An important aspect of the cultural centre is the ecological projects. Many of these are done with younger people, who are more open to change. They have paintings, a poetry competition and brigades that go into a community, analyse the problems there and, through theatre and music, show the community solutions to the problems. Students have even had public debates with campesinos.
Part of the local school's curriculum is reforesting an area. They make sure the trees are not just planted and left, by marking students on how well their trees grow.
The cultural centre has also promoted reconciliation between campesinos who fought for the FSLN and for the contras. They use musical groups and ecology brigades, through which they realise their problems are the same. They also use the Fair of Maize, which is a celebration of the harvest, to unite the people with political and religious differences.
The Australia-Nicaragua brigade stayed in Solingalpa, a community of 1000 houses just outside Matagalpa. The community movement there organises meetings to solve community problems. Most of the people came from rural areas in 1991.
It is a very poor area. Most houses are one to two rooms and hold up to 15 people. There are some taps but water flows only two hours each week, and the river is contaminated with cholera and other disease. To help solve the health problems caused by water contamination, the community organised 25 latrines to be built in houses without toilets. A community garden with vegetables for children is planned.
Besides water, the other main problem is ownership of the land. Originally it was given by a supporter of the FSLN to the people. With the change of government in 1990, the local mayor started to divide it up and sell it. Some have titles but have not paid. Others paid the original owners, yet the mayor still wants payment. They say that if the mayor tries to evict them they will take up machetes to defend themselves.
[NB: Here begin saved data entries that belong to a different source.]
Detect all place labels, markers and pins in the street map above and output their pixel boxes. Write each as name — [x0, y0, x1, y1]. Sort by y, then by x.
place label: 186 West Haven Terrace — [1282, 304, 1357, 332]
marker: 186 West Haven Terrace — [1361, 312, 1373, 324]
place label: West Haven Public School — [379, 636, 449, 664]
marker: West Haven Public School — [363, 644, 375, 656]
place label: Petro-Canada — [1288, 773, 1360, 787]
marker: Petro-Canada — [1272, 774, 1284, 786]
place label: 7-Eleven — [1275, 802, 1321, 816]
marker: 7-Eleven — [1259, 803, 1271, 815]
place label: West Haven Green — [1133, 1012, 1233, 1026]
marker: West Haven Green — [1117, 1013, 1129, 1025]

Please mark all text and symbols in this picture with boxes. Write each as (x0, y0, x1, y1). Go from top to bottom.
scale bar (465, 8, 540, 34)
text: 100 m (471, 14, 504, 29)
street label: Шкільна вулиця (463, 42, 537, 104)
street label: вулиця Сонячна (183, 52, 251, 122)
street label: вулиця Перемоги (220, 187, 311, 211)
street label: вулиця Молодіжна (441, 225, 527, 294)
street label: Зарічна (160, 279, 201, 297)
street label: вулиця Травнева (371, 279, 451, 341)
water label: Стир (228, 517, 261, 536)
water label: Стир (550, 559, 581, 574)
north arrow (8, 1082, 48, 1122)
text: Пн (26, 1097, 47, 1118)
Future projects the community movement is planning are paving the streets, education on nutrition, establishing tap water and getting light legally (because the connection fee is too expensive, they now make their own illegal connections).
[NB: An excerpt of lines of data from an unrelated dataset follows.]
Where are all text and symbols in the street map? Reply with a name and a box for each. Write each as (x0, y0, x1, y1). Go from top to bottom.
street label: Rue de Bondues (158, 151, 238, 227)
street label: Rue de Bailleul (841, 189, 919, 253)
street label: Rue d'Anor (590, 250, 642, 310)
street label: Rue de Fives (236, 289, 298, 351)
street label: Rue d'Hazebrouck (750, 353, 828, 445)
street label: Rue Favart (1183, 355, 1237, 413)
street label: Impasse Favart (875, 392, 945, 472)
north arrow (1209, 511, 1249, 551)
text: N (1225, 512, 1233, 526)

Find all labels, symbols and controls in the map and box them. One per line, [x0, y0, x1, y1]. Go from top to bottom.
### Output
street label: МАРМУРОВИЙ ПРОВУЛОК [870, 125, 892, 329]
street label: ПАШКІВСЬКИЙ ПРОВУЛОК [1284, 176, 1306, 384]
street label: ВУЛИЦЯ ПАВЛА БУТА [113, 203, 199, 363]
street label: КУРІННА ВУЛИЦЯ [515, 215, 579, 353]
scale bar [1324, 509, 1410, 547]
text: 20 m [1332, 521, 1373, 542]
San Ramon is a small town outside Matagalpa where the FSLN has a majority in the town council. There are regular open council meetings at which people can bring up problems. Instead of the mayor appointing the head of the local area, as happens elsewhere, each area elects its own council every two years, made up of a representative each from the church, health commission, education and association of families and parents.
The town council has been working on improving conditions within the town. It has built a health centre and library, paved 12,000 square metres of streets and put in gutters, built a local abattoir, built two rural health centres, rebuilt 20 km of roads, built 17 schools, put latrines in houses without, put water and light on for those without and put on drinkable tap water. The council pays for education costs up to fourth year.
However ,unemployment is as high as in the rest of the country, and the medical centre cannot get medicines. The national problems restrict what they are able to do.